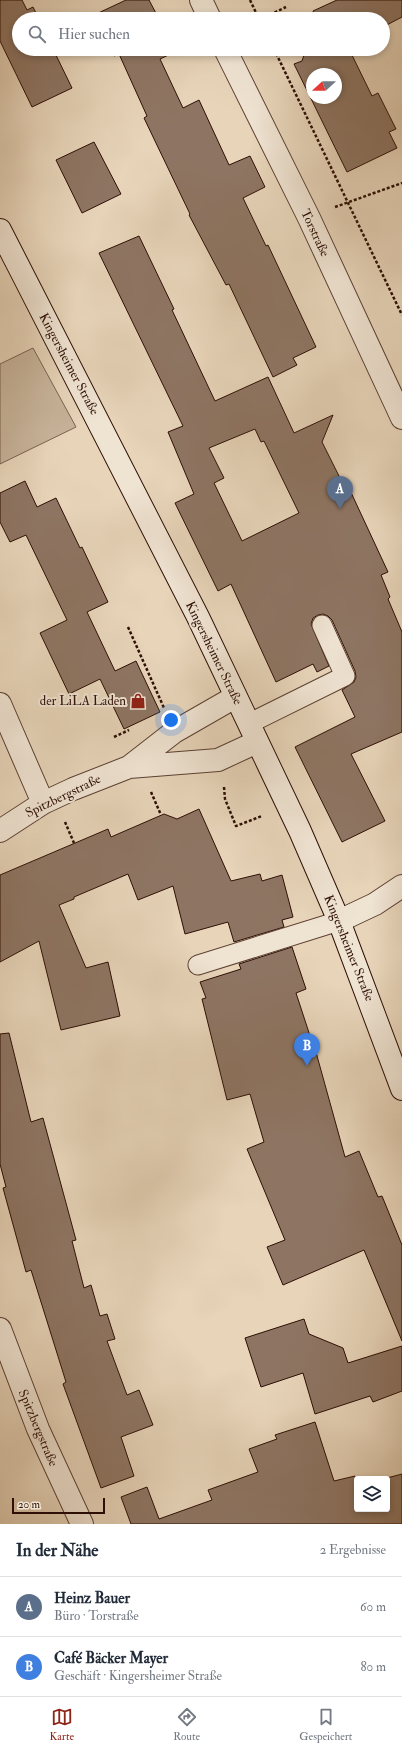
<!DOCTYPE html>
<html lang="de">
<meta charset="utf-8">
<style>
body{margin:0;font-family:"IM FELL Double Pica",serif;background:#f2f2f3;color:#1f2937}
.controls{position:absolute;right:12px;bottom:12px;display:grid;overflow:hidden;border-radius:4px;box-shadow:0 2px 6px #0003}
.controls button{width:36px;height:36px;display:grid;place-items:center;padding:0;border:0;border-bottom:1px solid #e0e1e3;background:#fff;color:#1f2937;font:20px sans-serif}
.compass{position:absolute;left:306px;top:68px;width:36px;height:36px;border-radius:50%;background:#fff;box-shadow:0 2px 6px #0003;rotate:249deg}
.scale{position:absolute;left:12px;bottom:10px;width:93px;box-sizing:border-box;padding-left:4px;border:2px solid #2d0f05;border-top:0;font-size:11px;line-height:14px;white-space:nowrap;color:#2d0f05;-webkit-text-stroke:3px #efe3d2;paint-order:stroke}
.you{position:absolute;left:171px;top:720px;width:14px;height:14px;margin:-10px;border:3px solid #fff;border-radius:50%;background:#1a73e8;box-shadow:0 0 0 6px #1a73e833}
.badge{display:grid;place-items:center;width:26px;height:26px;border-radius:50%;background:#8f2418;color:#fff;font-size:13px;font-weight:700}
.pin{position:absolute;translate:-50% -33px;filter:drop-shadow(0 1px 2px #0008)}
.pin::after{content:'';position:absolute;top:21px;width:14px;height:12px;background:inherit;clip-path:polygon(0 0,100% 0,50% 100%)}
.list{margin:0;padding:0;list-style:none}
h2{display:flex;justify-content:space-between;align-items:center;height:52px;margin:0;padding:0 16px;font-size:17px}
h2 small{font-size:13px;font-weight:400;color:#747a83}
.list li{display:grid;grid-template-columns:26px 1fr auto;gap:12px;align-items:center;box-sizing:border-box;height:60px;padding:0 16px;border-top:1px solid #e0e1e3}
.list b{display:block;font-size:15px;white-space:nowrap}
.list p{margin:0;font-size:13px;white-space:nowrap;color:#747a83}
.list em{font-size:13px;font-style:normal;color:#747a83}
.icon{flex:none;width:22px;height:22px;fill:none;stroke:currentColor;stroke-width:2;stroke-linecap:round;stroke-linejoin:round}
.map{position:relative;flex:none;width:402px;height:1524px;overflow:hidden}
.search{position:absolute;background:#fff;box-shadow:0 2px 6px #0003;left:12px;right:12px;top:12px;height:44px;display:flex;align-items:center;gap:10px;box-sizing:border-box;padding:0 14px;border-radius:22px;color:#747a83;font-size:15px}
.sheet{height:172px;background:#fff}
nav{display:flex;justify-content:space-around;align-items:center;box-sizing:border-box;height:56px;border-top:1px solid #e0e1e3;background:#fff;font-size:11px;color:#747a83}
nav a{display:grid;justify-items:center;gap:2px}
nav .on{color:#8f2418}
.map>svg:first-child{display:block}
.green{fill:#c7b39a;stroke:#7a6150}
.building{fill:#8e7563;stroke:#2d0f05;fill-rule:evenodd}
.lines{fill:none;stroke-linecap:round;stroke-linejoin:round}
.lane-casing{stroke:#5c4032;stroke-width:21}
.street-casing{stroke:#5c4032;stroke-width:24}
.secondary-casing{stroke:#2d0f05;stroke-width:24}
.path{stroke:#2d0f05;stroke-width:2.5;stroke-dasharray:3 2;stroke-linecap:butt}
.lane{stroke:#efe3d2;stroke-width:19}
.street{stroke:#efe3d2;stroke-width:22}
.secondary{stroke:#efe3d2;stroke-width:22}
.labels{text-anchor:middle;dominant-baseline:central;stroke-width:4;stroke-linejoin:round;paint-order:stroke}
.street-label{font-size:13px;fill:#2d0f05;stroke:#efe3d2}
.poi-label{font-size:13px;fill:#2d0f05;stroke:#efe3d2;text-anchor:end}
</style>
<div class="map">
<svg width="402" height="1524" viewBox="0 0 402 1524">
<rect width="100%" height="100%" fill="#e7d4b9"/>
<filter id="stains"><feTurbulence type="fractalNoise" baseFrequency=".005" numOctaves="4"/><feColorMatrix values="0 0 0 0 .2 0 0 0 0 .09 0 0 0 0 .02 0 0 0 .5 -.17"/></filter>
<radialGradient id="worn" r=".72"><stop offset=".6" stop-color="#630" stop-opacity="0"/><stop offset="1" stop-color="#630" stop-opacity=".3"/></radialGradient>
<path class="green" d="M33 348 76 427 0 464V364Z"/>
<path class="building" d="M0 0H22L27 10 33 7 39 19H19V49H53L72 88 32 107 0 41Z
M126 0H149L159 19H96L94 15Z
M337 0H402V17L383 27V19H316L313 11Z
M111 49H173L175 52 160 59 183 108 199 100 229 165 250 156 265 187 243 198 266 246 268 245 316 347 293 358 297 365 273 377 229 284 226 285 189 215 190 214 144 118 147 116 119 54 114 56Z
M306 49H349L372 96 378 93 396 129 389 132 397 148 347 172 294 64 302 61ZM312 74H336V98H312Z
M94 142 121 194 82 213 56 160Z
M139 236 174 309 172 310 215 401 268 377 294 433 333 415 322 442 345 488 348 486 388 572 381 575 390 597 388 599 402 632V732L351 754 385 821 342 842 295 747 355 717 342 690 354 682 356 677 355 671 332 620 328 616 323 614 318 615 313 618 311 624 329 666 317 672 313 664 276 682 231 584 218 591 175 503 194 494 168 432 183 426 99 253ZM255 429 261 442 264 441 299 513 242 541 214 483 224 478 209 448Z
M25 481 37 507 56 498 80 548 82 547 108 602 87 612 115 671 136 661 160 712 124 729 100 679 69 694 40 633 67 620 26 535 10 542 0 522V493Z
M199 809 231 881 260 874 262 881 282 875 293 917 282 920 284 927 234 942 228 922 185 934 173 886 138 900 128 874 74 897V899L59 905 86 968 108 962 120 1016 61 1030 39 941 0 962V875L108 829 111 837 164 814 177 819Z
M292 947 306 989 296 993 313 1045H314L345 1157 359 1151 378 1197 382 1196 402 1245V1341L364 1250 283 1285 267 1247 285 1240 247 1149 264 1142 250 1094 227 1100 202 999 206 998 200 982 241 969 239 964Z
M9 1033 31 1122 43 1118 76 1240 72 1241 84 1288 91 1285 100 1316 107 1314 115 1339 107 1341 127 1395 139 1390 153 1425 121 1437 134 1476 101 1488 63 1384 66 1382 31 1270 26 1272 3 1188 6 1187 0 1164V1034Z
M304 1319 309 1334 343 1348 348 1363 402 1346V1391L373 1402 370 1396 315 1414 303 1373 261 1387 245 1338Z
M315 1422 334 1481 355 1476 357 1486V1509H387V1479H383L402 1474V1524H131L121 1497 147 1487 159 1519 212 1500 208 1490 258 1472 249 1449 277 1439 275 1435Z"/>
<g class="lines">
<g class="lane-casing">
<path id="lane" d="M248 724 345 676 322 625
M198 965 339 921"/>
</g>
<g class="street-casing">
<path id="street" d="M201 0 210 19
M225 49 309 218 402 418
M0 704 43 803
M129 767 174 732 235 697
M0 831 43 803 73 789 129 767 218 760 257 742
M339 921 375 904 402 886
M0 1329 38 1429 82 1524"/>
</g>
<g class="secondary-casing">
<path id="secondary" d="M0 230 198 617 300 831 339 921 402 1089"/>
</g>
<path class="path" d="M250 0 259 19
M261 19 286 7
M274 49 402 315
M335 207 402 183
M128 627 164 708
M114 737 129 730
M224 787 225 799 236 826 262 816
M151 792 161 815
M65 822 74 843"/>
<use href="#lane" class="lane"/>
<use href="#street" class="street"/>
<use href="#secondary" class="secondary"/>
</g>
<defs>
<g id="shop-bare" transform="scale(1.2)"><path d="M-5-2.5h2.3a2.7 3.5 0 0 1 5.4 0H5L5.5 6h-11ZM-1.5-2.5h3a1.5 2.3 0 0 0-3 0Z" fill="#8f2418" stroke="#efe3d2" stroke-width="2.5" paint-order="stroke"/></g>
</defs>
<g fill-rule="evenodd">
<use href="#shop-bare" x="138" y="701"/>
</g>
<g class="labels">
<g class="street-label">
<text transform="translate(315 233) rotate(65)">Torstraße</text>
<text transform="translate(69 364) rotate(62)">Kingersheimer Straße</text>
<text transform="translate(214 653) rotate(64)">Kingersheimer Straße</text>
<text transform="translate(63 796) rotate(-26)">Spitzbergstraße</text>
<text transform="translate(349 948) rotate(68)">Kingersheimer Straße</text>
<text transform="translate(38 1428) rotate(67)">Spitzbergstraße</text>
</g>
<g class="poi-label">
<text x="126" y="701">der LiLA Laden</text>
</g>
</g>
<rect width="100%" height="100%" filter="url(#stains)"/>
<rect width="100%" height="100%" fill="url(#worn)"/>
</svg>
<div class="controls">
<button><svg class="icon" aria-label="layers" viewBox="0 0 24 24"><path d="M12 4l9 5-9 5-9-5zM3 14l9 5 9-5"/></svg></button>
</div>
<svg class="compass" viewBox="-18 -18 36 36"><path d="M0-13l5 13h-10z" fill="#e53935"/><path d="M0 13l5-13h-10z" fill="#747a83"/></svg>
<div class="scale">20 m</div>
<div class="you"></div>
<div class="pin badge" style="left:340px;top:509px;background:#5c6f8a">A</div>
<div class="pin badge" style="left:307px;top:1066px;background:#3f7fe0">B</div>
<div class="search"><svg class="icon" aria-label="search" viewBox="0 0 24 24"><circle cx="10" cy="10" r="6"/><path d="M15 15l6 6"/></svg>Hier suchen</div>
</div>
<section class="sheet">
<h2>In der Nähe<small>2 Ergebnisse</small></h2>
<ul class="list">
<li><span class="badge" style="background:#5c6f8a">A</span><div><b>Heinz Bauer</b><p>Büro · Torstraße</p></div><em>60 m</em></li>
<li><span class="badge" style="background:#3f7fe0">B</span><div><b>Café Bäcker Mayer</b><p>Geschäft · Kingersheimer Straße</p></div><em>80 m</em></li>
</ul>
</section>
<nav>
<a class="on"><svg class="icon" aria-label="map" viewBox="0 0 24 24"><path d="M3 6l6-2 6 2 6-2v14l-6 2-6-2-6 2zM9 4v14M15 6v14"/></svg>Karte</a>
<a><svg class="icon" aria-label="directions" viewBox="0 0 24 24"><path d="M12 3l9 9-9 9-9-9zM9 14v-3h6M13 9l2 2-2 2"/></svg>Route</a>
<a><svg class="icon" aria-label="saved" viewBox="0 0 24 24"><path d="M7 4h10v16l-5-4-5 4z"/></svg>Gespeichert</a>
</nav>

> [PROBLEM TO SOLVE]: Look through the listing above. Pick out each line with "lines" and copy it.

> [EXPECTED ANSWER]:
.lines{fill:none;stroke-linecap:round;stroke-linejoin:round}
<g class="lines">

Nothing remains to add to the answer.